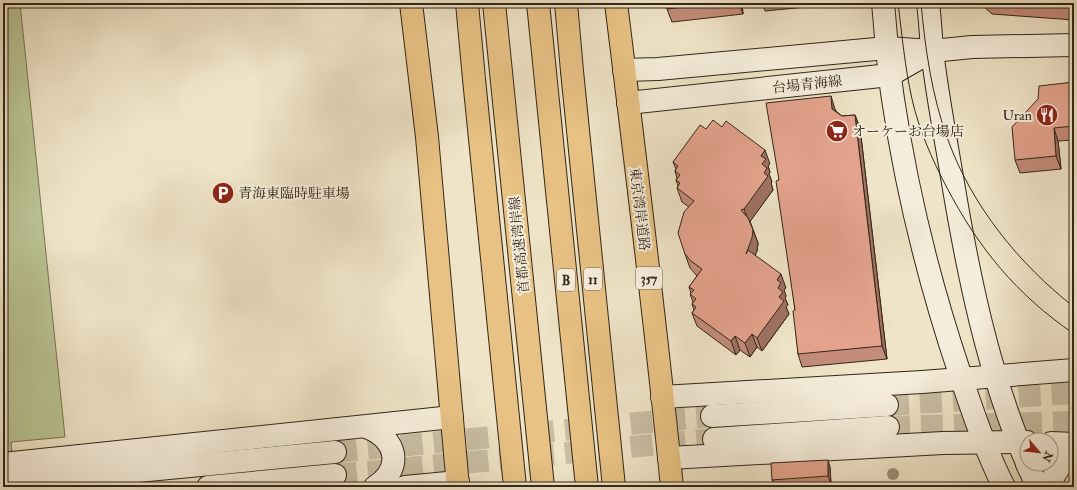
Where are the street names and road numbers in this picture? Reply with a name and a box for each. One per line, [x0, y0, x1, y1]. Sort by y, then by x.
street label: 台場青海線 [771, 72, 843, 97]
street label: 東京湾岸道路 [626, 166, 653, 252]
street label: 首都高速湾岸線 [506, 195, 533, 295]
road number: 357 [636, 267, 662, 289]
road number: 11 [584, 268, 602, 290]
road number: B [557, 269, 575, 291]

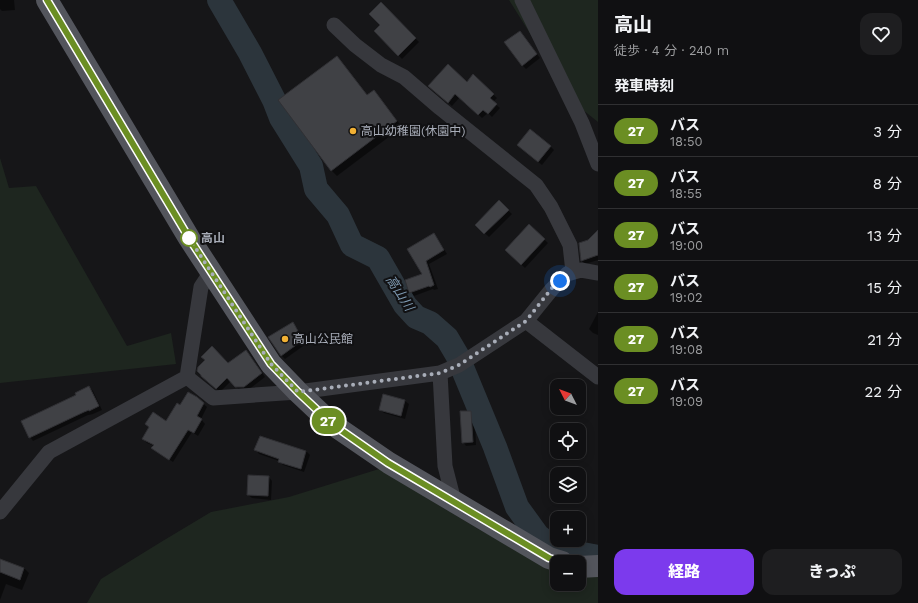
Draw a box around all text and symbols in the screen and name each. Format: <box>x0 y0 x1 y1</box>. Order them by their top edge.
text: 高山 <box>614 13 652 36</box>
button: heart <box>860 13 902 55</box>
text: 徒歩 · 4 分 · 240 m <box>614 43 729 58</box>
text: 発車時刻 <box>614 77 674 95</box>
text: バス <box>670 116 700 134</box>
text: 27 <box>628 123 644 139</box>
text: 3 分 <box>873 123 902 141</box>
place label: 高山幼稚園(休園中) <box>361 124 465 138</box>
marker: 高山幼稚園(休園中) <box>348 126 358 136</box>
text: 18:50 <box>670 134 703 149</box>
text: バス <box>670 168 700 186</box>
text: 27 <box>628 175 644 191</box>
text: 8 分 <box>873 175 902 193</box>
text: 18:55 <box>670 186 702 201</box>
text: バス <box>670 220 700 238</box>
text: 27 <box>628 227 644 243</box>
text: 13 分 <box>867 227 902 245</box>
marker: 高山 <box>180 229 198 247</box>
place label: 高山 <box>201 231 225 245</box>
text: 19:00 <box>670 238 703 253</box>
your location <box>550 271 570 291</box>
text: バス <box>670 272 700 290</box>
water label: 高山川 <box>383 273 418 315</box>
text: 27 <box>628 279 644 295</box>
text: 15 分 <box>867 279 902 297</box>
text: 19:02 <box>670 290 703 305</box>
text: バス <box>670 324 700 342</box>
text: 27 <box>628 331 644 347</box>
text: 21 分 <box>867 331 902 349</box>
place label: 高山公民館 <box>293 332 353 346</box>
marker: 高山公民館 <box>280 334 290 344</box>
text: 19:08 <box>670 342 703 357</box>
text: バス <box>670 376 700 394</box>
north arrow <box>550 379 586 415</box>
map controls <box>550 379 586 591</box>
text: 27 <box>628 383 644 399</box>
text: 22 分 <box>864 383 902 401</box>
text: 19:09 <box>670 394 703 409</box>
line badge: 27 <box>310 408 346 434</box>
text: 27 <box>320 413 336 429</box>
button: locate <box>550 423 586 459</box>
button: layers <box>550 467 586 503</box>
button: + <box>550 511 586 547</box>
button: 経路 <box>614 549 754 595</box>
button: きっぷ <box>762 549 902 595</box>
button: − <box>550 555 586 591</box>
--
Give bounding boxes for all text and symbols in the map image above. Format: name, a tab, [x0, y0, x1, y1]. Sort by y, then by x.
---
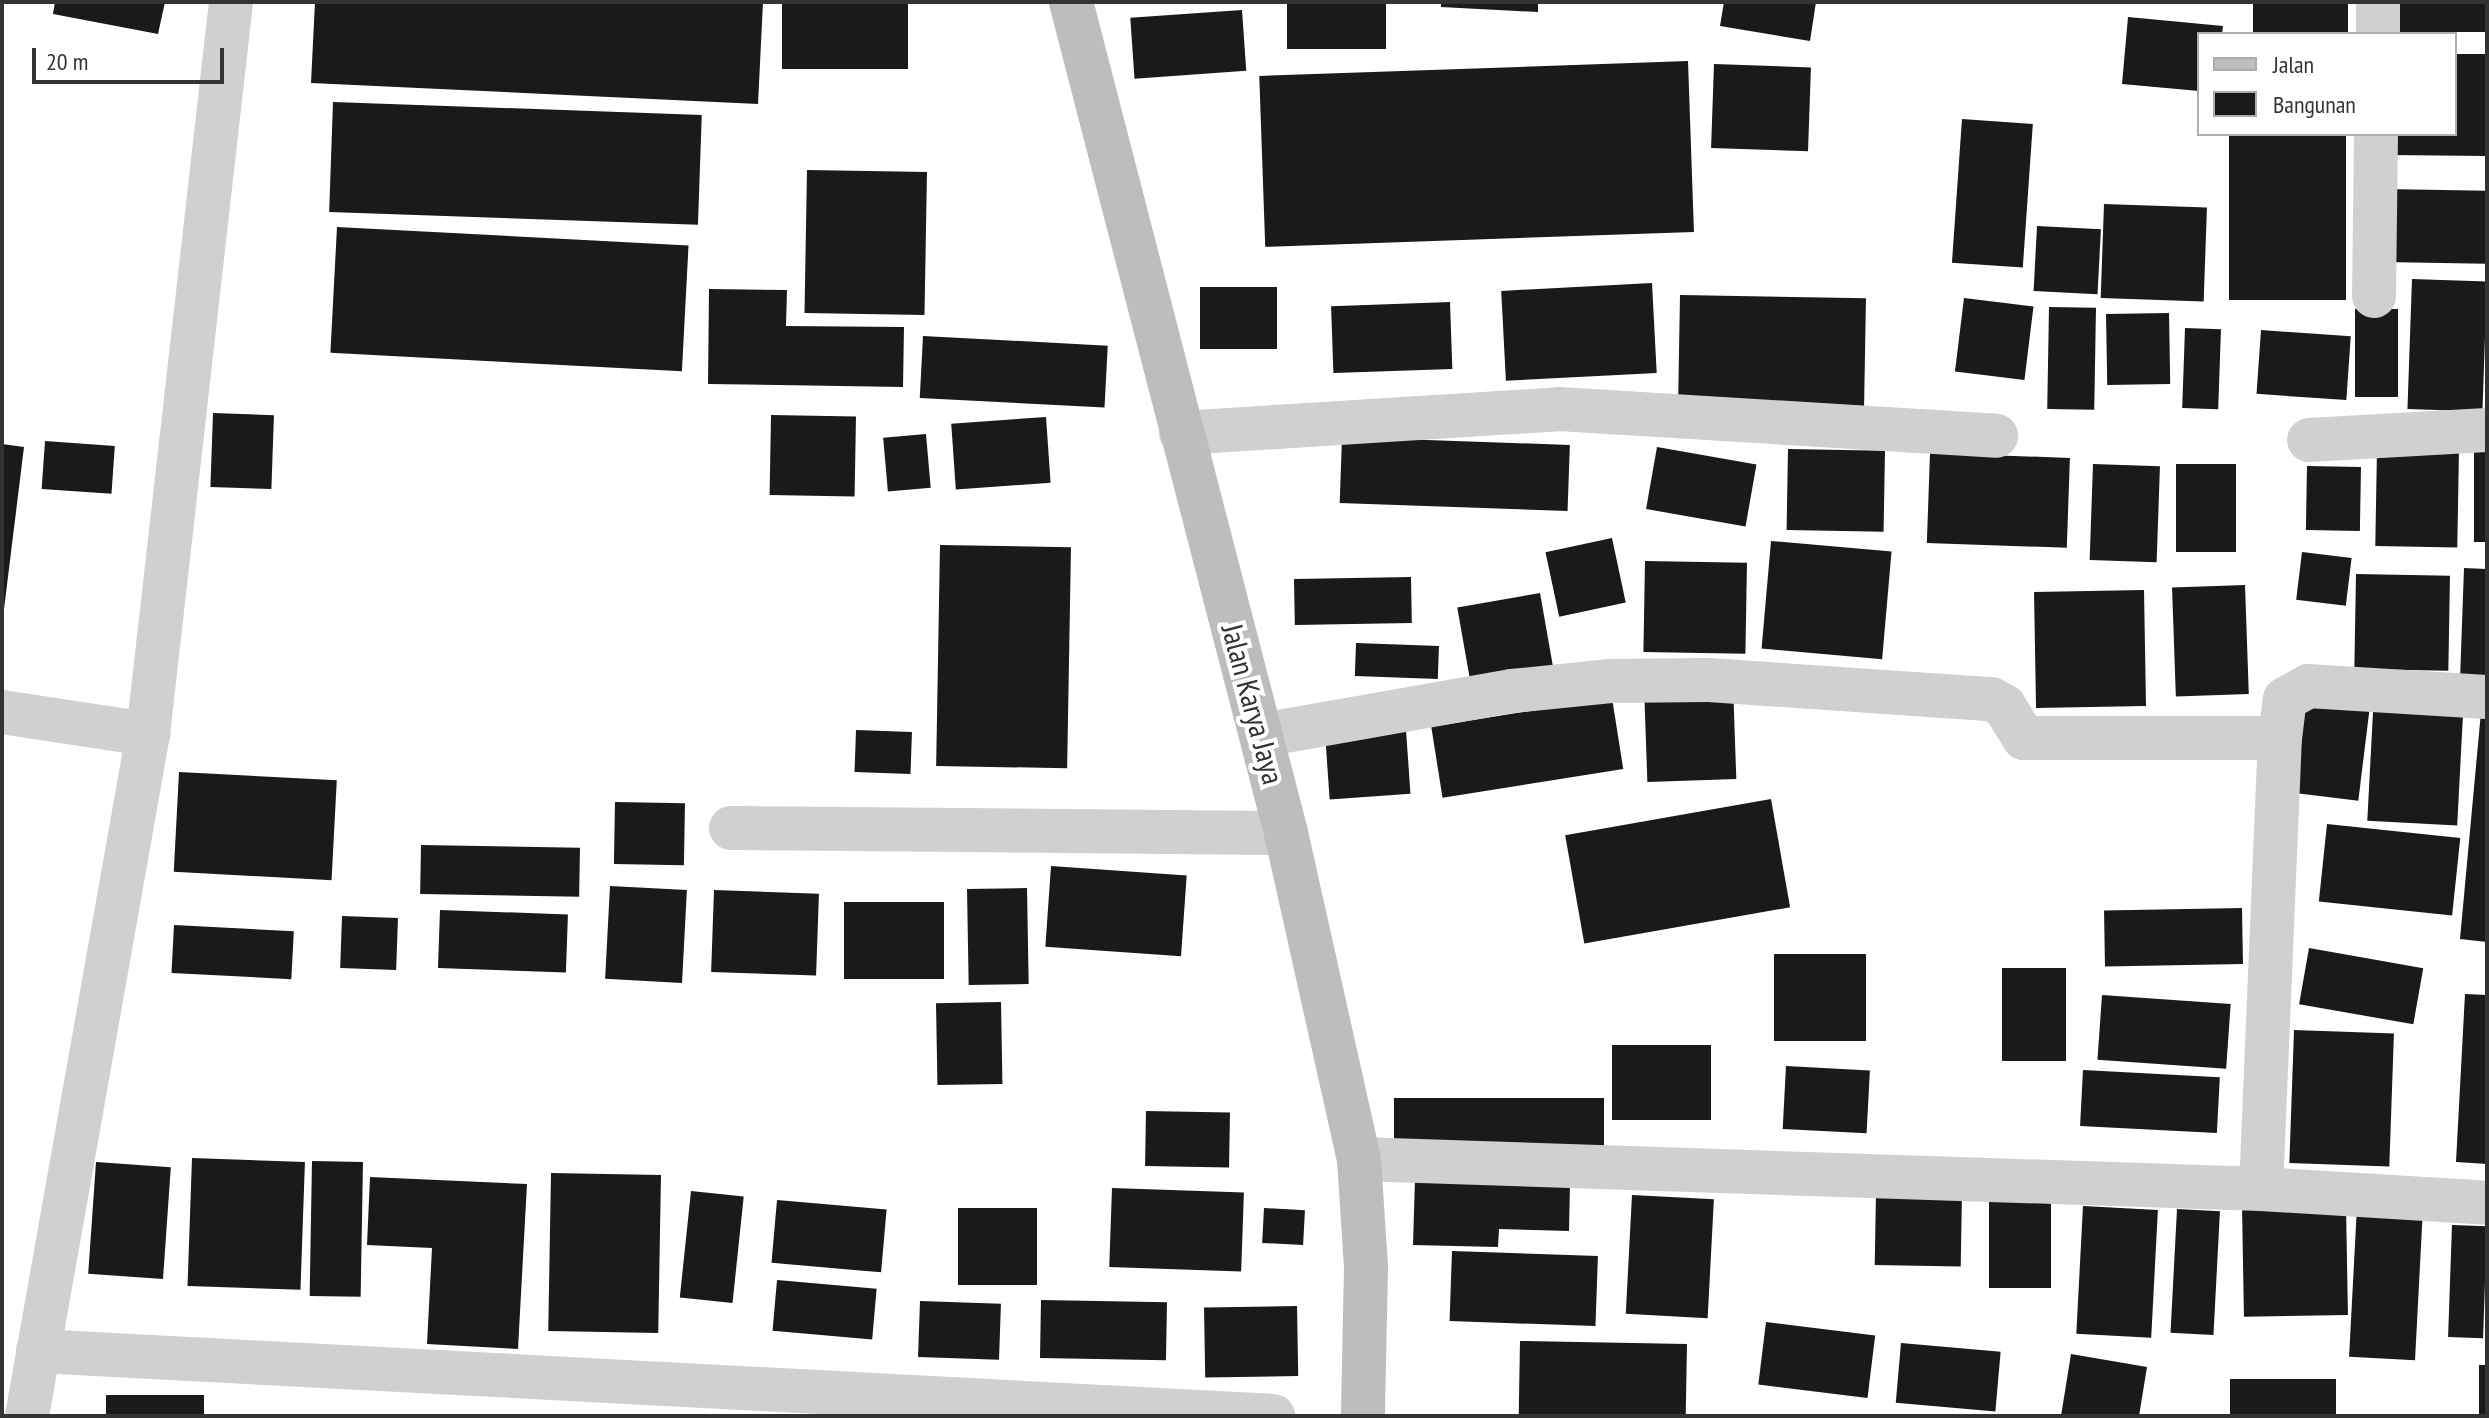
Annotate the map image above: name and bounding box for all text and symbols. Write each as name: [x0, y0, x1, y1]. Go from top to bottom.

• Exercise
Counting only lines that hold the word "image", state how many the material contains, and add nothing.

• Answer box
2